MOMA/XINA Data Mining

Telemetry archives (also called "TID's") are imported into XINA by the process described here. "TID" is short-hand for "Telemetry Identifier", a text string that uniquely describes the experiment contained in the telemetry archive.

The XINA Data Mining process uses a shared network drive from the mining server (mine699.gsfc.nasa.gov) to the IOC server (e.g., MOMAIOC/DRAMSIOC/etc). Each mission uses a mission-specific folder on this shared drive to perform the data mining processes described below (e.g., /mine699/missions/moma/).

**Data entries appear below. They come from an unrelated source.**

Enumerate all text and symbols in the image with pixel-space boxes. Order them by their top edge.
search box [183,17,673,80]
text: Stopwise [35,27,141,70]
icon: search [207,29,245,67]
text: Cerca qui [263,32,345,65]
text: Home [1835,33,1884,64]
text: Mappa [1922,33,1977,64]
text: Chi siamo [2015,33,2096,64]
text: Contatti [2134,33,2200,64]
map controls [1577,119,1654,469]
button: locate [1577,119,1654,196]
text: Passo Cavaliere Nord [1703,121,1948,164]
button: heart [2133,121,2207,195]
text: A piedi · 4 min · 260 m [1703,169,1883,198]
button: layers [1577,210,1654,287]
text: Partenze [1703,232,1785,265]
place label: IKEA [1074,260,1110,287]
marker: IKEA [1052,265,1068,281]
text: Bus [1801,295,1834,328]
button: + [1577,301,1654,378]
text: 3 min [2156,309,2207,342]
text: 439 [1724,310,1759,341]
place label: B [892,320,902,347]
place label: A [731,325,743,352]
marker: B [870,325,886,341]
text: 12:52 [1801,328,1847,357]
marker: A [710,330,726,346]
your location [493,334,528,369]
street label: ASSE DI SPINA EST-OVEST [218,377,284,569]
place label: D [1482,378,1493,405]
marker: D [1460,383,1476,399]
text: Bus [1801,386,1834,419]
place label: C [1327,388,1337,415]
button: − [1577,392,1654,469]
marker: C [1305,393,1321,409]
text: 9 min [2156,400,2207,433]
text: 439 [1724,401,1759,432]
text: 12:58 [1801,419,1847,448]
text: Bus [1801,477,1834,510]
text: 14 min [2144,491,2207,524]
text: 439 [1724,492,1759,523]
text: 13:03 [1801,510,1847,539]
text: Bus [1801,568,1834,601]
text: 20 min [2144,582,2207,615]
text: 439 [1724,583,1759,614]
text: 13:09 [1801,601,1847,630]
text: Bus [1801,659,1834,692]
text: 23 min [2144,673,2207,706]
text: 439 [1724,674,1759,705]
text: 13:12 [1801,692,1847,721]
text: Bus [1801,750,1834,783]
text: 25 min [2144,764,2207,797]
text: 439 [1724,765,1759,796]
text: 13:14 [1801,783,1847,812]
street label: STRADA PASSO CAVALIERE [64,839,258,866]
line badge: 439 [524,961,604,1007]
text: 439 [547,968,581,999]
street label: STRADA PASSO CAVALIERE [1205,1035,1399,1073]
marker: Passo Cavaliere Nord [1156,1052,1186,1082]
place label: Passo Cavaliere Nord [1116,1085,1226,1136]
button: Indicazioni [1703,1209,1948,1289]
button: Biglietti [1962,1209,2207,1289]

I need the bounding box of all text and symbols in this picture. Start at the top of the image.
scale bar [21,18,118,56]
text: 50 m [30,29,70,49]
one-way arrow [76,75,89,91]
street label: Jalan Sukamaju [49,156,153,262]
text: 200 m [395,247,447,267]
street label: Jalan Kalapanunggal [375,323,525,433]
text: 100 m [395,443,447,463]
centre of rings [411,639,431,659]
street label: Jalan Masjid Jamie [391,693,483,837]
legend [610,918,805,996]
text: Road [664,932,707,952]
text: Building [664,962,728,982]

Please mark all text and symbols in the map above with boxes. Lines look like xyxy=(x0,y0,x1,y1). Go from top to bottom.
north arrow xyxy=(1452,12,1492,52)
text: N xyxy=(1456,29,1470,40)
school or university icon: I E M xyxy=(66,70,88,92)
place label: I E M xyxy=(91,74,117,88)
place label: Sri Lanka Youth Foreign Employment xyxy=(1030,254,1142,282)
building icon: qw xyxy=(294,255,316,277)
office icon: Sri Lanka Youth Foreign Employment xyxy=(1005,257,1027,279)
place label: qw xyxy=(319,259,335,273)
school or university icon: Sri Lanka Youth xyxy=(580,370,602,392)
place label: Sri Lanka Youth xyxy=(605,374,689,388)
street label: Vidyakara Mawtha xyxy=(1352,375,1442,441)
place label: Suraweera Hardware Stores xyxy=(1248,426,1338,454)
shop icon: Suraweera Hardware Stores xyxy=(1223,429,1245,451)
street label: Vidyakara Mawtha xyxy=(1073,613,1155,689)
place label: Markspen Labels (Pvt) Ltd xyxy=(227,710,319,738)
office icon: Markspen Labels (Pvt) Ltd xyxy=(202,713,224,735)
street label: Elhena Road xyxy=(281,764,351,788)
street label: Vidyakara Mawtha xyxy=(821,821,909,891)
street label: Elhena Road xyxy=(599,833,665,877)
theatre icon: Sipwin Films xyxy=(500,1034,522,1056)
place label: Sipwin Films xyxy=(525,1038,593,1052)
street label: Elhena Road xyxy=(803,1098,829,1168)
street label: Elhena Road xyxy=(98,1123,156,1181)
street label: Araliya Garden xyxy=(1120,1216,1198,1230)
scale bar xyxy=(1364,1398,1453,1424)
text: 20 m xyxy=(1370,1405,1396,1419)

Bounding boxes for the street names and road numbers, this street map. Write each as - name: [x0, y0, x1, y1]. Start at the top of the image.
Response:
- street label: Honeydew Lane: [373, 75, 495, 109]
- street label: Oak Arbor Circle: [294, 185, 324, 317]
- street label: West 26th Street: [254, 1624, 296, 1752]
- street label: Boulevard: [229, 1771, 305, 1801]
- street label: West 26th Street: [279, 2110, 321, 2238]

This flow chart shows the major steps taken during the data mining process:

The user commits a TID to Subversion (SVN).
On MOMAIOC/DRAMSIOC/etc):

An SVN post-commit hook calls the "svnlook" utility to generate a list of all revision changes in standard format
"svnlook" output is saved to /mine699/missions/*/rev/{rev#}.rev.

The XINA Commit Watch utility running on MINE699 detects new rev file. Each mission has a separate running instance of this utility.

Runs command(s) as specified in configuration file: /mine699/missions/*/config.watch.json
Standard setup runs two commands: XINA Commit and XINA Import
Once completed successfully, the rev file is moved to the rev archive: /mine699/missions/*/rev/archive/

The XINA Commit utility is run by XINA Commit Watch (above)

Runs command(s) as specified in configuration file: /mine699/missions/*/config.json
Reads in rev file generated by svnlook
For each file listed in the rev file, the file is checked out from that revision into a local directory: /mine699/missions/*/local/{file}
An additional directory is provided for temporary storage for mining processes if required: /mine699/missions/*/temp
Files can only be processed individually
After single file mining operations are finished, the local and temp directories are emptied

The XINA Import utility is run by XINA Commit Watch (above)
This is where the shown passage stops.